Medien wie CNN und El País haben diese Entscheidung als Beleg für den Autoritarismus in Venezuela bezeichnet. Die Opposition hat gewalttätige Straßenschlachten provoziert. Als die Guardia Nacional dagegen vorgegangen ist, wurde dies als besondere Brutalität bezeichnet. Keine Rede davon, dass die Guardia Nacional im Unterschied zu früher keine Schusswaffen eingesetzt hat und der Angriff eindeutig von den Rechten ausging. (Spitzenpolitiker von Christ- und Sozialdemokratie sind auf Fotos neben Vermummten und an Barrikaden zu sehen).
Offensichtlich herrscht nur dann Demokratie, wenn diejenigen regieren, die immer regieren, und mit ihrer Medienkontrolle oder offenem Wahlbetrug dafür sorgen, dass sie alle vier Jahre an der Macht bestätigt werden.

Wir rufen dazu auf, den venezolanischen Reformprozess gegen den Druck von Medienkonzernen, EU und USA zu verteidigen. In dem südamerikanischen Land werden heute zwei Dinge verhandelt, die weltweit von Bedeutung sind:

- In Venezuela gibt es Basisbewegungen und eine Regierung, die damit begonnen haben, Vorstellungen der Anti-Globalisierungsbewegung in die Praxis umzusetzen und Alternativen zum neoliberalen Kapitalismus wieder konkret zu machen.

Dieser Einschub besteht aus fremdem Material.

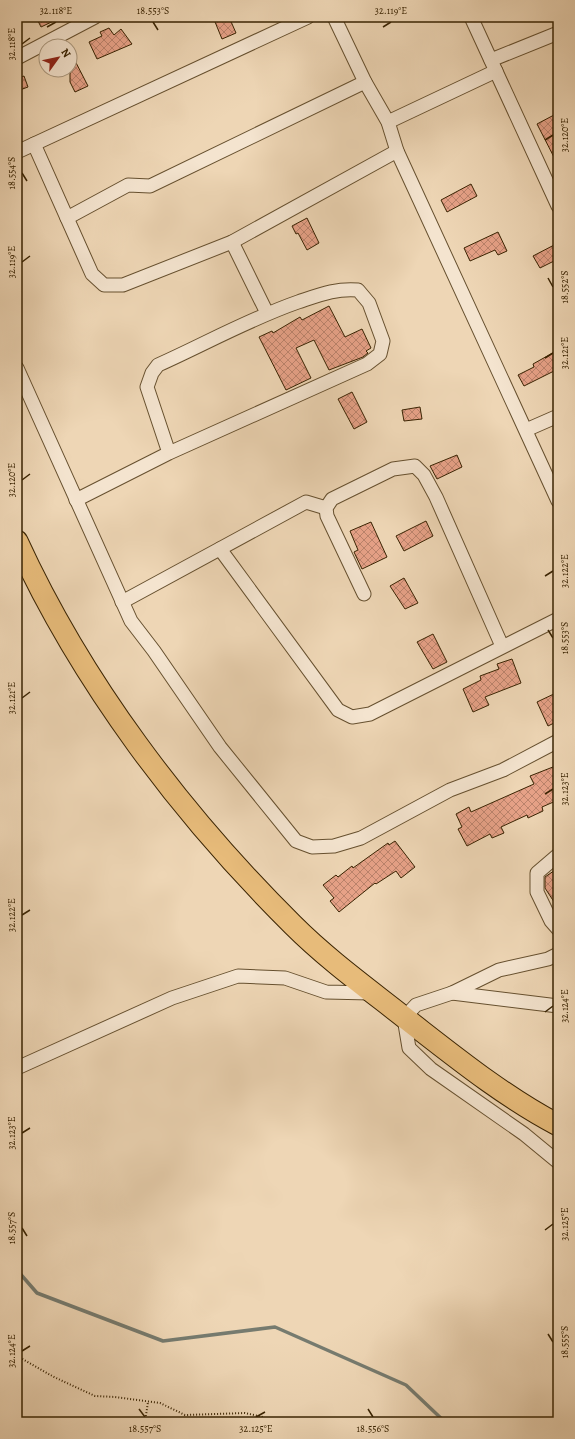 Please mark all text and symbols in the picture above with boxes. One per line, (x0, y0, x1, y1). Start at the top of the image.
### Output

- In Venezuela entscheidet sich, ob parlamentarische Wahlen von den Herrschenden einfach zur Farce gemacht werden können. Immer wieder haben v.a. US-Regierungen (aber auch ihre europäischen Verbündeten) dafür gesorgt, dass demokratisch gewählte Reformregierungen per Putsch, Mord und Entführung beseitigt wurden. Der wohl bekannteste Fall war der Sturz Salvador Allendes 1973.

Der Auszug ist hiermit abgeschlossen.